The absolute essentials: SVD, eigendecompositions, matrix calculus, gradient flow/continuous-time limit. Note the classic non-convexity result (in weight space) and why depth changes dynamics (Baldi and Hornik 1989; Fukumizu 1998).
Next: the exact gradient-flow dynamics of deep linear networks from first principles, including the SVD change of variables, balanced solutions, mode decoupling, and closed-form singular-value trajectories (Andrew M. Saxe, McClelland, and Ganguli 2014).
Structured datasets and “semantic development” in deep linear nets—how hierarchies emerge mode-by-mode, and why the time course depends on Σ_yx singular values while the fixed point depends on Σ_x (Andrew M. Saxe, McClelland, and Ganguli (2019)). I’ll reproduce the hierarchy demo and plot singular-value races.
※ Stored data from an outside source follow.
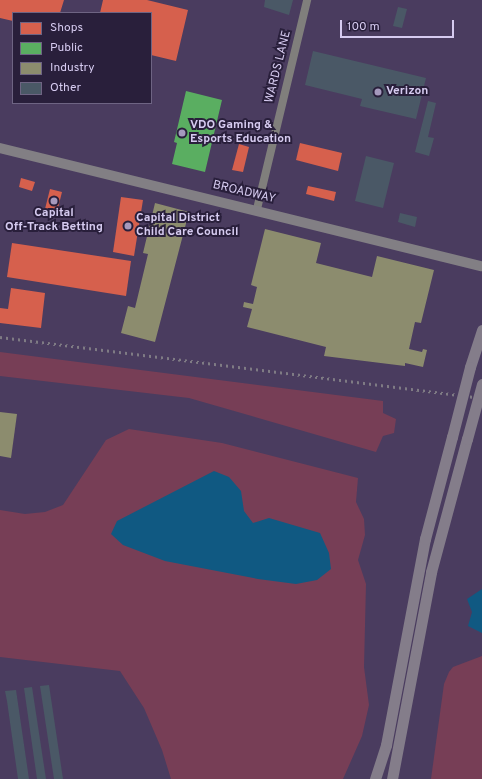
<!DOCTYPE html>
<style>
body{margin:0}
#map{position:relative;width:482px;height:779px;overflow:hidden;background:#4a3c5f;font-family:Overpass,sans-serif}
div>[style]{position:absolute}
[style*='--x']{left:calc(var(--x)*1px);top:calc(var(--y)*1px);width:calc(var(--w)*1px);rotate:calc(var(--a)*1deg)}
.green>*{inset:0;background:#773e56}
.water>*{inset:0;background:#105982}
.shops>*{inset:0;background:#d6604d}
.public>*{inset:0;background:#5aae61}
.industry>*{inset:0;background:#8c8c6e}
.building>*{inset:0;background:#4a5866}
.tertiary>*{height:8px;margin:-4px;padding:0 4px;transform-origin:4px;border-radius:4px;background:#807f7c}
.primary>*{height:10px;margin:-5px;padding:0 5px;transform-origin:5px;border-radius:5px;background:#827f84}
.motorway>*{height:11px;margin:-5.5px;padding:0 5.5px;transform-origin:5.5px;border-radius:5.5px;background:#847d8a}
.rail>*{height:2.5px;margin-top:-1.25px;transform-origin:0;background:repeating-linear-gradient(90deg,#7f7b84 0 2px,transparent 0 6px)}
.motorway-bridge>*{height:11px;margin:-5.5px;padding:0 5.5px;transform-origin:5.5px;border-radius:5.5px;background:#847d8a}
.dots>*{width:11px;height:11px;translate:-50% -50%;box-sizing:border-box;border:2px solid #291f3b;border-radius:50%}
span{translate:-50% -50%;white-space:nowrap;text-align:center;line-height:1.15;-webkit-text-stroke:4px #291f3b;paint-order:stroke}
.street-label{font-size:12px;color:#d6cbf0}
.poi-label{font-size:12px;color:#d6cbf0;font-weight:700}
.left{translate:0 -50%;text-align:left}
.legend{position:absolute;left:12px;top:12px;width:140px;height:92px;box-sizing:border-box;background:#291f3b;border:1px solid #6e6483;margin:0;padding:5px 7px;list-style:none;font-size:12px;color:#d6cbf0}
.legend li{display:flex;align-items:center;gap:8px;height:20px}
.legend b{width:20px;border:1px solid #6e6483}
.scale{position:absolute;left:340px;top:20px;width:114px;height:18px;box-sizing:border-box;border:2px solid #d6cbf0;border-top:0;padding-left:5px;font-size:12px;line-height:14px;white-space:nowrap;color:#d6cbf0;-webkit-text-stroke:3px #291f3b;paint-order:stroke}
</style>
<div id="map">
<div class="green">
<i style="clip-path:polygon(0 352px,383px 401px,383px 413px,396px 419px,394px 433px,383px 436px,376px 452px,189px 398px,0 376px)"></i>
<i style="clip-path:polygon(129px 429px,222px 443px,358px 478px,356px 502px,364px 519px,365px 535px,358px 560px,366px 584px,364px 667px,369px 705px,362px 736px,343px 779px,171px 779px,162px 750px,144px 708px,120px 671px,0 657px,0 510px,25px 514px,45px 512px,63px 505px,106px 440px)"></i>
<i style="clip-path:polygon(482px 656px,482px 779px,431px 779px,444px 684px,449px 672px,453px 667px)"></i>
</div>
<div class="water">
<i style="clip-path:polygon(214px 471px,229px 477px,241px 491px,244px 511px,253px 523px,269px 518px,320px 533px,329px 553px,331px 569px,317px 580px,296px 584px,258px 579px,165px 561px,123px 545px,111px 534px,117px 521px)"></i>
<i style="clip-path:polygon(482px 589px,482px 633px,468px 626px,472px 612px,467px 599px)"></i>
</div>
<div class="shops">
<i style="clip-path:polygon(0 0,64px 0,60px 13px,13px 13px,13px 21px,0 18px)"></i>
<i style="clip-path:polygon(103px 0,147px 0,188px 10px,176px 61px,151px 55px,151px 13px,100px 13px)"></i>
<i style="clip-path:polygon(300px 143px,342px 153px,338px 171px,296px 160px)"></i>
<i style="clip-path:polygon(239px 144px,249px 147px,243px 172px,232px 170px)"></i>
<i style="clip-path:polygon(21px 178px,35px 182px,32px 191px,19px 187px)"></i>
<i style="clip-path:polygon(308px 186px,336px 192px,334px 201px,306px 194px)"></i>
<i style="clip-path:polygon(50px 189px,62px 192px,57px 212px,45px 209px)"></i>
<i style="clip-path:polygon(121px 197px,143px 200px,134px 256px,113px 252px)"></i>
<i style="clip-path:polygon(12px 243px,131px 261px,126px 296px,7px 277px)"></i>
<i style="clip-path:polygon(11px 288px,45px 293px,41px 328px,0 323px,0 308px,8px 309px)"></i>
</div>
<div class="public">
<i style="clip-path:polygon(186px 91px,222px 100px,205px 172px,172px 164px,177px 143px,174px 142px)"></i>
</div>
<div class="industry">
<i style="clip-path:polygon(155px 203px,189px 212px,155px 342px,121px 333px,128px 306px,135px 308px,148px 254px,143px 253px)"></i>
<i style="clip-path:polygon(265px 229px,321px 243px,316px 263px,372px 277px,377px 256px,434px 270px,421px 323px,415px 322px,409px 349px,422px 352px,423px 349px,427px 350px,423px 367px,405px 363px,405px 366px,324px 356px,326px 347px,247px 327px,252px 309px,243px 307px,244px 302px,253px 304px,257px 287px,251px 285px)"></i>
<i style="clip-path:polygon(0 412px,17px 414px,11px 458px,0 456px)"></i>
</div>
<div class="building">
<i style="clip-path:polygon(265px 0,293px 0,289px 15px,264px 7px)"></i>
<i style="clip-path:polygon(398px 7px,407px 9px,402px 28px,393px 26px)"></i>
<i style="clip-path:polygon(313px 51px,426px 78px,416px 119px,360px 106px,362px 99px,305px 85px)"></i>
<i style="clip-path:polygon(428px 101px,436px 103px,428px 137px,434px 138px,429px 156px,415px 152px)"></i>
<i style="clip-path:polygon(366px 156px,394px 163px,383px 208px,355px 201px)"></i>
<i style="clip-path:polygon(400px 213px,417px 217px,415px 227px,398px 222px)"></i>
<i style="clip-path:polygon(49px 685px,63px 779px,54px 779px,40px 686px)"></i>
<i style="clip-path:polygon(32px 687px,46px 779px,37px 779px,24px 688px)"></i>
<i style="clip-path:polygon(16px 690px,29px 779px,18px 779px,7px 701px,5px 691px)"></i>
</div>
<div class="tertiary">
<i style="--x:257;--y:209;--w:215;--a:-76.5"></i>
</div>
<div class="primary">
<i style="--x:0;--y:148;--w:496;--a:13.8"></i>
</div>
<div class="motorway">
<i style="--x:470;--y:367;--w:39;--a:-72"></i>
<i style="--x:375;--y:779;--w:36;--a:-72"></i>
<i style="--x:386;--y:745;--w:210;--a:-79.3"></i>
<i style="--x:425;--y:539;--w:106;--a:-75.2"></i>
<i style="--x:392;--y:779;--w:211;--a:-79.3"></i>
<i style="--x:431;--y:572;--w:138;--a:-74.9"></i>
</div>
<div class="rail">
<i style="--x:0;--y:337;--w:486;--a:7.2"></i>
</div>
<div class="motorway-bridge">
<i style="--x:452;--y:437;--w:72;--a:-75.6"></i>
<i style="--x:467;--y:439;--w:57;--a:-74.7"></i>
</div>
<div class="dots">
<i style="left:378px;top:92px;background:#a599bd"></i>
<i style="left:182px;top:133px;background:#a599bd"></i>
<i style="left:54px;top:201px;background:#a599bd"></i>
<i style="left:128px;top:226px;background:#a599bd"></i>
</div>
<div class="street-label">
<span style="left:279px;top:67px;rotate:-76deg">WARDS LANE</span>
<span style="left:244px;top:193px;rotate:13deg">BROADWAY</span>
</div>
<div class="poi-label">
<span class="left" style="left:386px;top:92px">Verizon</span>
<span class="left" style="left:190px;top:133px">VDO Gaming &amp;<br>Esports Education</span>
<span style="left:54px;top:221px">Capital<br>Off-Track Betting</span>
<span class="left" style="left:136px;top:226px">Capital District<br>Child Care Council</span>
</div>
<ul class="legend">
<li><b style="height:11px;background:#d6604d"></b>Shops</li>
<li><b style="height:11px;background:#5aae61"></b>Public</li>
<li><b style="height:11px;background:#8c8c6e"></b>Industry</li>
<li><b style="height:11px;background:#4a5866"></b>Other</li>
</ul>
<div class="scale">100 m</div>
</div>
“low-rank simplicity bias” and its consequences for feature learning and generalization in linear (and near-linear) regimes (Huh et al. 2023) sounds interesting
Gated Deep Linear Network (GDLN) formalism and the neural race reduction—how gating induces pathway-specific effective datasets and why “fastest path wins” (A. Saxe, Sodhani, and Lewallen (2022)).
Compare GDLNs with globally-gated deep linear networks and understand the relationship/limits of each gating scheme (Li and Sompolinsky 2022).
After that I think I might have a chance at grokking the ReLU↔︎GDLN equivalence via Rectified Linear Networks (ReLNs) (Jarvis et al. 2024)
They seem to be used as a model in singular learning theory, once again for tractability. Should work out how that works.
Confusing things:
- “linear network” ≠ “linear training dynamics” because depth makes training non-convex and highly structured (Andrew M. Saxe, McClelland, and Ganguli 2014; Baldi and Hornik 1989).
- disentanglement is not necessarily the default inductive bias (Locatello et al. 2019; Jarvis et al. 2024).